Reduce-side joins require shuffling and sorting data between map and reduce tasks.
This incurs I/O costs, specifically network, which happens to be the slowest aspect of
any distributed system. Minimizing this network I/O will improve join performance.
This is where the map-side join can help.
MAP-SIDE JOIN
The map-side join is a technique that isn’t as general-purpose as the reduce-side join.
It assumes the map tasks can look up random values from one dataset while they iterate
over the other. If you happen to want to join two datasets where at least one of them
can fit in memory of the map task, the problem is solved: load the smaller dataset into
a hash-table so the map tasks can access it while iterating over the other dataset. In
these cases, you can skip the Shuffle and Reduce Steps entirely and emit your final
output from the Map Step. Let’s go back to the same example. This time you’ll put the
Users dataset into memory. The new map_timespent task looks like this:
map_timespent(line_num, line):
users_recs = read_timespent("/path/to/users.csv")
userid, timespent = split(line)
record = {"TimeSpent" : timespent}
record = merge(record, users_recs[userid])
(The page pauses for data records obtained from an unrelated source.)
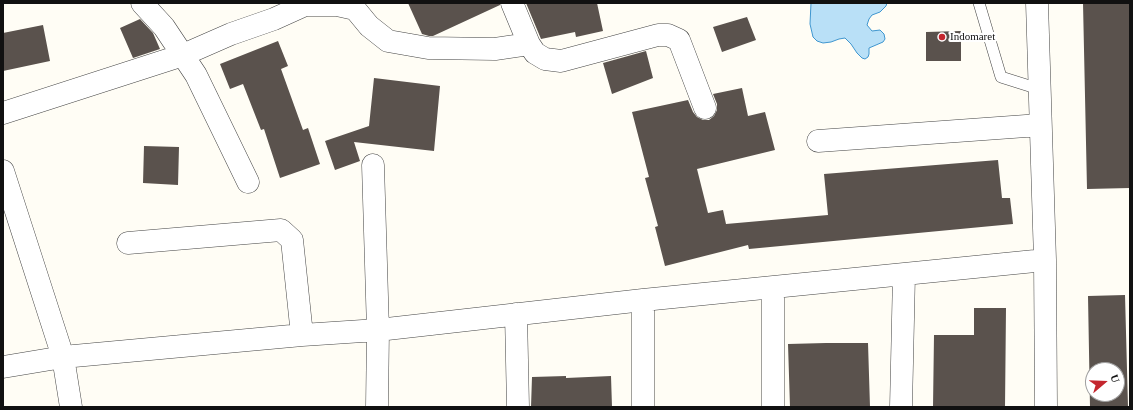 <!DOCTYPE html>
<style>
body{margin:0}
#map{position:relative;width:1133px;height:410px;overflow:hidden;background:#fffdf5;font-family:Georgia,serif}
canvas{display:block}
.frame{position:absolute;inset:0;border:4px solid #111;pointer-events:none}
.north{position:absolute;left:1085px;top:362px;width:40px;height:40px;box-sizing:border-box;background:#fff;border:1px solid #a0a0a0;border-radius:50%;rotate:71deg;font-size:11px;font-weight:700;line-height:16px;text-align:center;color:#111}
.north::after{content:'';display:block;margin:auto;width:14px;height:18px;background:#c4262e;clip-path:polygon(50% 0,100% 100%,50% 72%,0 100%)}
</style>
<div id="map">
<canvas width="1133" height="410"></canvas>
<div class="frame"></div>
<div class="north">U</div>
</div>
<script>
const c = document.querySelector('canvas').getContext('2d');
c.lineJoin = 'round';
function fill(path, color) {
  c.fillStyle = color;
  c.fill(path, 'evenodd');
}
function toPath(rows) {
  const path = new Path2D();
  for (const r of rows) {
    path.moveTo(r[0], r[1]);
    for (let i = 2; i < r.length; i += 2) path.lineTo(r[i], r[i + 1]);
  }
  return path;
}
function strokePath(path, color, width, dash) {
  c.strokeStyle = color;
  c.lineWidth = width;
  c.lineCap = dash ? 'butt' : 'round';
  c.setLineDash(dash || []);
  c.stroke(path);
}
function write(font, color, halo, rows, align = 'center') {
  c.font = font + ' Georgia,serif';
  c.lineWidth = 4;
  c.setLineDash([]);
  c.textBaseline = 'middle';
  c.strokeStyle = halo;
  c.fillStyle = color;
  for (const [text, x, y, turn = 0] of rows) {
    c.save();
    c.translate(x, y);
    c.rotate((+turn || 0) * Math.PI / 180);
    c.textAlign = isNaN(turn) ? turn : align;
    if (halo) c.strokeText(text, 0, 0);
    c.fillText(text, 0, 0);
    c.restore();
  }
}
const water = toPath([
 [811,3,887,3,886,6,880,12,872,15,869,19,867,25,872,31,880,30,884,34,885,39,883,42,869,48,869,54,868,57,865,59,862,58,857,53,851,44,845,38,839,39,831,42,823,43,817,41,813,37,810,24,811,3]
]);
fill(water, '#b9e0f7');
strokePath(water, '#3f96cf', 1);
fill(toPath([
 [408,3,500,3,500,5,433,36,429,36,422,34],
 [526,3,597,3,603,31,576,37,575,32,541,39],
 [1083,3,1130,3,1130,188,1087,189],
 [747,17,756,40,722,52,713,27],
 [140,19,153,33,160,49,133,58,120,28],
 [43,25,50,61,3,71,3,33],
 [961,31,961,61,926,61,926,32],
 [278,41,288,66,281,69,303,130,308,128,320,164,280,178,264,129,261,130,243,84,230,89,220,64],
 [646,51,653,78,612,94,603,63],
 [374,78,440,86,434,151,354,142,360,161,335,170,325,141,369,126],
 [742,88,748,116,765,112,775,150,697,169,708,213,723,210,726,224,828,215,824,174,998,160,1002,198,1010,198,1013,224,749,249,748,245,665,266,655,227,658,226,645,178,649,177,632,112,688,100,693,112,697,117,703,120,709,120,714,116,717,110,717,104,713,94],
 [144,146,179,147,178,185,143,183],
 [1125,295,1128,407,1090,407,1088,296],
 [1093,370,1117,370,1117,394,1093,394],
 [974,308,1006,308,1005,407,933,407,934,335,974,335],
 [826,343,868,343,870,407,790,407,788,344],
 [566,376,566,378,611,376,612,407,531,407,532,377]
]), '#5a524d');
const lane = toPath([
 [979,3,1001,77,1039,89]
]);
const street = toPath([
 [142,3,164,27,196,75,248,182],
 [512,3,529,44,535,53,545,59,561,61,658,35,668,35,679,40,705,108],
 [1037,3,1045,260,1046,407],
 [3,113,183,55,231,34,274,19,305,5,337,5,355,9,369,26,388,41,428,48,495,49,529,44],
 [818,141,1040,125],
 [373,165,378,330,377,407],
 [3,171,63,357,71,407],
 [128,243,281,230,292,240,302,335],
 [643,300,643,407],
 [516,314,518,407],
 [3,367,63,357,302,335,378,330,643,300,1045,260],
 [773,407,773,287],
 [901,407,904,275]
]);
strokePath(lane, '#444', 12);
strokePath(street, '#444', 23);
strokePath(lane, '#fff', 11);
strokePath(street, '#fff', 22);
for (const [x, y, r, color] of [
 [942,37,4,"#c4262e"]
]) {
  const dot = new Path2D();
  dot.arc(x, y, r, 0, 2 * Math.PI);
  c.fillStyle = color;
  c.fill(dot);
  strokePath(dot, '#fff', 1.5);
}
write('11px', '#111', '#fff', [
 ["Indomaret",950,37]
], 'left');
</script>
emit(userid, ratio(record["TimeSpent"], record["TwitCount"]))
Compared to the last version, this looks like cheating! Remember, though, you can
only get away with this approach when you can fit one of the datasets entirely into
memory. In this case, your join will be much faster.
There are of course implications to doing joins like this. For instance, each map task
is processing a single split, which is equal to one HDFS block (typically 64–128 MB), but
the join dataset that it loads into memory is 1 GB. Now, 1 GB can certainly fit in memory,
but the cost involved in creating a hash-table for a 1 GB dataset for every 128 MB of data
being joined makes it not such a good idea.
MAP-SIDE JOIN WITH HBASE
Where does HBase come in We originally described HBase as a giant hash-table, remember
Look again at the map-side join implementation. Replace users_recs with the Users
table in TwitBase. Now you can join over the massive Users table and massive TimeSpent
data set in record time! The map-side join using HBase looks like this:
map_timespent(line_num, line):
users_table = HBase.connect("Users")
userid, timespent = split(line)
record = {"TimeSpent" : timespent}
record = merge(record, users_table.get(userid, "info:twitcount"))
emit(userid, ratio(record["TimeSpent"], record["info:twitcount"]))
Think of this as an external hash-table that each map task has access to. You don’t need
to create that hash-table object for every task. You also avoid all the network I/O
involved in the Shuffle Step necessary for a reduce-side join.
There’s a lot more to distributed joins than we’ve covered in this section. They’re so
common that Hadoop ships with a contrib JAR called hadoop-datajoin to make
things easier. You should now have enough context to make good use of it and also
take advantage of HBase for other MapReduce optimizations.